Cell-TowerThe International Telecommunications Union (ITU) has created an official plan to bring 5G data to the market by 2020. So what is 5G and how does it differ from 4G? The goal of 5G is to increase the data capacity of cell sites, reduce latency, and increase the distance that can be served from a cell site. The goal of 5G is to build a wireless data path with built-in intelligence that can maximize the data delivery to a given handset or device. There is no specific bandwidth goal in the 5G plan, but it’s assumed to be a lot faster than today’s 4G networks.

But there are a lot of challenges to overcome to get to that future vision. Delivering more bandwidth is going to require more spectrum. Every slice of spectrum in use has limitations imposed by physics, and since today’s spectrum is already stressed, achieving 5G will mean adding more bands of spectrum into the cellular network.

It looks like the ITU is depending upon using both existing WiFi spectrum as well as a lot of higher frequencies that are not in use today. I’ve recently written about the wireless industry’s hope of poaching existing WiFi spectrum and I hope the FCC stops that attempt in its tracks. If 5G is ever allowed to use WiFi then that spectrum will quickly become a cellular spectrum that won’t be useful for anything else.

There is a lot of development work to be done to use higher frequencies, particularly for handsets. The higher the frequency used, the bigger the challenge to hold a connection with a non-fixed receiver like a handset. Even if they solve these issues, the higher frequencies they are considering, by definition, travel very short distances, and so the higher frequency portion of 5G will only benefit those very close to a cell site. This might be a great solution inside of a convention center, but not so much in the outside world.

What all of this means is that a 5G network is going to require a lot more cell sites packed closer together than today’s network. That has a lot of implications. First, it means a lot more investment in towers or in mini-cell sites of some type. But it also means a lot more fiber to feed the new cell sites. And those two factors together mean that any 5G solution is likely to be an urban solution only, or a suburban solution only for those places where a lot of users are packed tightly together. No wireless company is going to invest in a lot more 5G towers and fiber to cover suburban housing sprawl and certainly nobody will invest in the technology in rural areas.

We already have a cellular wireless divide today with urban areas getting pretty decent 4G and rural areas with 3G and even some 2G. Expect that gulf to become greater as high-bandwidth technologies come into play. This is the big catch-22 of wireless. Rural jurisdictions have always been told to wait a while and not clamor for fiber because there will eventually be a great wireless solution for them. But nobody is going to invest in rural 5G any more than they have invested in rural fiber. So even if 5G is made to work, it’s not going to bring a wireless solution to anywhere outside of cities.

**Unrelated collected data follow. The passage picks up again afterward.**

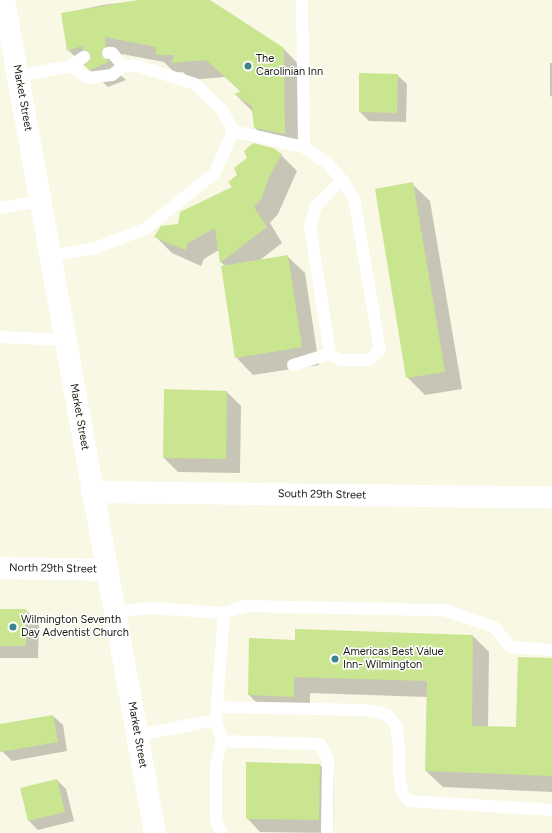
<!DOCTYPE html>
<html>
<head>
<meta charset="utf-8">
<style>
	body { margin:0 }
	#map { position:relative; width:552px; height:833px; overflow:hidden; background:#f9f8e4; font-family:Figtree,sans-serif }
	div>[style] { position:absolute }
	.shadow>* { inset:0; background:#0003 }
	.building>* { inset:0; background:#c9e58f }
	.service>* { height:12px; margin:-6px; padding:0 6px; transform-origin:6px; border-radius:6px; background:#fff }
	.minor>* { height:22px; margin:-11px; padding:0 11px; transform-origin:11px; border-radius:11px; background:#fff }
	.primary>* { height:22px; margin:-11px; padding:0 11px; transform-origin:11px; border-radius:11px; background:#fff }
	.dots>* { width:11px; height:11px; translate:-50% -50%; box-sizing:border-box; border:2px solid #fff; border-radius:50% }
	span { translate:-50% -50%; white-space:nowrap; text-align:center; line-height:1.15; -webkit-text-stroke:3px #fff; paint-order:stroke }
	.poi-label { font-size:11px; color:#191912 }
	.left { translate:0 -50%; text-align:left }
	.street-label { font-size:11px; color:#191912 }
</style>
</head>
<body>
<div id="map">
	<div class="shadow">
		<div style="clip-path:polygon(147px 0,208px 0,284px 49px,301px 67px,302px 151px,272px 145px,255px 128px,252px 111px,235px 94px,241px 92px,225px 77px,191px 80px,183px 72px,175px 73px,164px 62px,122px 54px,124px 64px,117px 72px,126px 80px,108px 87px,68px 50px,62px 14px,102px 5px)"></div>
		<div style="clip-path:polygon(550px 63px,552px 63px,552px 97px,550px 95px)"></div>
		<div style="clip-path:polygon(397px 75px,407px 84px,406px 122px,369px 121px,360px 112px)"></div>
		<div style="clip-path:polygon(281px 155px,297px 171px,278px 214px,270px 223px,282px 243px,260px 260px,287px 256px,305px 273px,319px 365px,253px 375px,236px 357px,225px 266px,221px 262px,219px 250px,204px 259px,201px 266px,172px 253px,156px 237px,179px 225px)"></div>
		<div style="clip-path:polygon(412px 184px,430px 201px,462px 389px,425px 395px,407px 377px)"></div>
		<div style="clip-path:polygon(165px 391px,227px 392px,241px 406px,240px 473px,178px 472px,164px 458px)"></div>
		<div style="clip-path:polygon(0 610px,26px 610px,39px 623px,38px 658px,0 658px)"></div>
		<div style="clip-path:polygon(296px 631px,473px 636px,489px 652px,488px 728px,517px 728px,552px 659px,552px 792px,443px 787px,426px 771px,427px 697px,310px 693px,310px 713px,265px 711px,249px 695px,296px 641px)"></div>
		<div style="clip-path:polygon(53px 716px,63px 725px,67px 751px,12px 761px,2px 751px,0 725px)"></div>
		<div style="clip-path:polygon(320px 765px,334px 779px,333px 833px,260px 832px,247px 818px)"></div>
		<div style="clip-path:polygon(57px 780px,66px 789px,74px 821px,38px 830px,28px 820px)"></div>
	</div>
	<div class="building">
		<div style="clip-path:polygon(138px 0,210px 0,284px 48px,285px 134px,254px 128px,252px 106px,234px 94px,241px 91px,206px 60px,172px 63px,174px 55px,156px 55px,156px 47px,105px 37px,106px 46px,101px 53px,109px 62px,89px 70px,85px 65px,91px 56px,88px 51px,83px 50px,82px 46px,67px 51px,61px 13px)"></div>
		<div style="clip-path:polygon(359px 73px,398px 74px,397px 113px,359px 112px)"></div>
		<div style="clip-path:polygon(253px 143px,273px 148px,282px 154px,268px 179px,262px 198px,254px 207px,267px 227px,220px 263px,215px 228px,188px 243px,185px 250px,154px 237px,161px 226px,178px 224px,180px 212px,232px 187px,228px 182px,237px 175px,234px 168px,247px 158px,244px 151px)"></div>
		<div style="clip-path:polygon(413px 182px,445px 372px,406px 378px,375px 189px)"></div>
		<div style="clip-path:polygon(288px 255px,302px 347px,235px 358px,221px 266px)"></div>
		<div style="clip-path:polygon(164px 389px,227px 391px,226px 459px,163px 458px)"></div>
		<div style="clip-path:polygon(0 609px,26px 609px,26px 646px,0 646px)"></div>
		<div style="clip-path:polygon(295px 629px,473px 635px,472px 726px,516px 727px,518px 657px,552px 658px,552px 776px,425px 771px,427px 681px,294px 677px,294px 697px,248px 695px,249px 638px,295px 640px)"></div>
		<div style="clip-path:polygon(53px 715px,58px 742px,0 752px,0 724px)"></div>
		<div style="clip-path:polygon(246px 762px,320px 764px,319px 820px,246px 819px)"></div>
		<div style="clip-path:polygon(57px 779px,65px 812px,28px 821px,20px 788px)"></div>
	</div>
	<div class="service">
		<div style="left:302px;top:0;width:147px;rotate:89.2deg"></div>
		<div style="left:70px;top:66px;width:22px;rotate:34deg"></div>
		<div style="left:88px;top:78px;width:24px;rotate:-7deg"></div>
		<div style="left:112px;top:75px;width:14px;rotate:-39deg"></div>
		<div style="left:17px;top:76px;width:54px;rotate:-10.7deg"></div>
		<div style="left:70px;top:66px;width:17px;rotate:-33deg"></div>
		<div style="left:233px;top:131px;width:73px;rotate:12.7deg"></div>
		<div style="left:304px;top:147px;width:29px;rotate:35deg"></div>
		<div style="left:328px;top:164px;width:21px;rotate:49deg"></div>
		<div style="left:342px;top:180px;width:22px;rotate:56deg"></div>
		<div style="left:354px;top:198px;width:154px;rotate:80.3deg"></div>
		<div style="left:380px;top:350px;width:15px;rotate:138deg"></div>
		<div style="left:369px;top:360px;width:28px;rotate:180deg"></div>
		<div style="left:341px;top:360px;width:13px;rotate:-151deg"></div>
		<div style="left:330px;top:354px;width:129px;rotate:-98.9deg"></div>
		<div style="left:310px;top:227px;width:22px;rotate:-74deg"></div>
		<div style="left:316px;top:206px;width:37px;rotate:-45deg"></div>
		<div style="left:0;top:208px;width:41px;rotate:-9.9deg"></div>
		<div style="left:50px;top:256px;width:46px;rotate:-10.1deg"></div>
		<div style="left:95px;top:248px;width:53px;rotate:-20.8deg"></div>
		<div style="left:145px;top:229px;width:90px;rotate:-38.7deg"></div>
		<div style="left:215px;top:173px;width:46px;rotate:-66.8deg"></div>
		<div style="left:233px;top:131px;width:22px;rotate:-117deg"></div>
		<div style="left:223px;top:111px;width:39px;rotate:-136deg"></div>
		<div style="left:195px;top:84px;width:60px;rotate:-162.5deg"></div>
		<div style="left:138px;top:66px;width:15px;rotate:180deg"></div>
		<div style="left:123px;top:66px;width:17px;rotate:-130deg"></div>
		<div style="left:112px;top:53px;width:4px;rotate:180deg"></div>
		<div style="left:0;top:337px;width:65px;rotate:2.6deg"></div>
		<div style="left:293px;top:365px;width:39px;rotate:-17deg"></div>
		<div style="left:114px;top:612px;width:37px;rotate:-6deg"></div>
		<div style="left:151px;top:608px;width:73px;rotate:3.9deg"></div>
		<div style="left:217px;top:707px;width:149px;rotate:1.2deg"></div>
		<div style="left:366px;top:710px;width:22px;rotate:13deg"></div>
		<div style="left:387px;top:715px;width:13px;rotate:48deg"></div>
		<div style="left:396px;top:725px;width:21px;rotate:82deg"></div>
		<div style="left:399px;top:746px;width:28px;rotate:90deg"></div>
		<div style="left:399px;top:774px;width:17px;rotate:80deg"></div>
		<div style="left:402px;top:791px;width:12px;rotate:55deg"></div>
		<div style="left:409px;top:801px;width:143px;rotate:3.6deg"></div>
		<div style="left:137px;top:735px;width:80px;rotate:-10.8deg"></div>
		<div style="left:222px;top:741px;width:98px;rotate:1.8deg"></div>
		<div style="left:320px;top:744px;width:18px;rotate:63deg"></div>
		<div style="left:328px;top:760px;width:73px;rotate:90.8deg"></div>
		<div style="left:222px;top:833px;width:13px;rotate:-117deg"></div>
		<div style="left:216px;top:821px;width:58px;rotate:-90deg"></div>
		<div style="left:216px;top:763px;width:23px;rotate:-75deg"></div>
		<div style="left:222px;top:741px;width:22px;rotate:-106deg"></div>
		<div style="left:216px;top:720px;width:107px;rotate:-85.7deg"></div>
		<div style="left:224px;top:613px;width:23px;rotate:-18deg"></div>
		<div style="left:246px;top:606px;width:198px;rotate:1.2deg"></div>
		<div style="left:444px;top:610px;width:53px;rotate:18.8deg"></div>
		<div style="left:494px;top:627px;width:26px;rotate:50deg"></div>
		<div style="left:511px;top:647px;width:41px;rotate:4.2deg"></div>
	</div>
	<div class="minor">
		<div style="left:92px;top:492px;width:460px;rotate:0.7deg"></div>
		<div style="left:0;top:568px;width:107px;rotate:1.1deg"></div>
	</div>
	<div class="primary">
		<div style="left:4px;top:0;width:847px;rotate:79.73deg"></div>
	</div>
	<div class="dots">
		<div style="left:248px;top:66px;background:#3c848a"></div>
		<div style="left:13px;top:627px;background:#3c848a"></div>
		<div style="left:335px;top:659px;background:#3c848a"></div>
	</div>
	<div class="poi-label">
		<span class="left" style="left:256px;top:66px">The<br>Carolinian Inn</span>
		<span class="left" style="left:21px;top:627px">Wilmington Seventh<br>Day Adventist Church</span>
		<span class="left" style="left:343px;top:659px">Americas Best Value<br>Inn- Wilmington</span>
	</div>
	<div class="street-label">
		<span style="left:22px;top:98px;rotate:80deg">Market Street</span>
		<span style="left:79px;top:417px;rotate:80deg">Market Street</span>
		<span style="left:322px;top:495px;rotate:1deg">South 29th Street</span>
		<span style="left:53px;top:569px;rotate:1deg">North 29th Street</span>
		<span style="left:137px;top:735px;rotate:80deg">Market Street</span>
	</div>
</div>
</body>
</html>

I’ve read a number of technologists who are skeptical about the targeted 2020 date for 5G, but it’s the nature of progress to set aggressive goals in order to goad improvement. But when you look at all of the issues that must resolved to implement 5G, 2020 looks unrealistic.

Instead, what is likely to happen is that the carriers will implement some pieces of 5G over time as each technological challenge is solved. This means we are likely to see a whole series of incremental upgrades over the next decade rather than one big flash-cut to a faster data network. This will provide numerous marketing opportunities and I would expect that by the time that the ITU’s version of 5G is fully implemented we will be calling it 10G. After all, we are still a long way from meeting the original specification for 4G, which was to implement 100 Mbps data speeds for a moving user in a car and 1 Gbps for a stationary user. Even the planned 5G isn’t going to do that.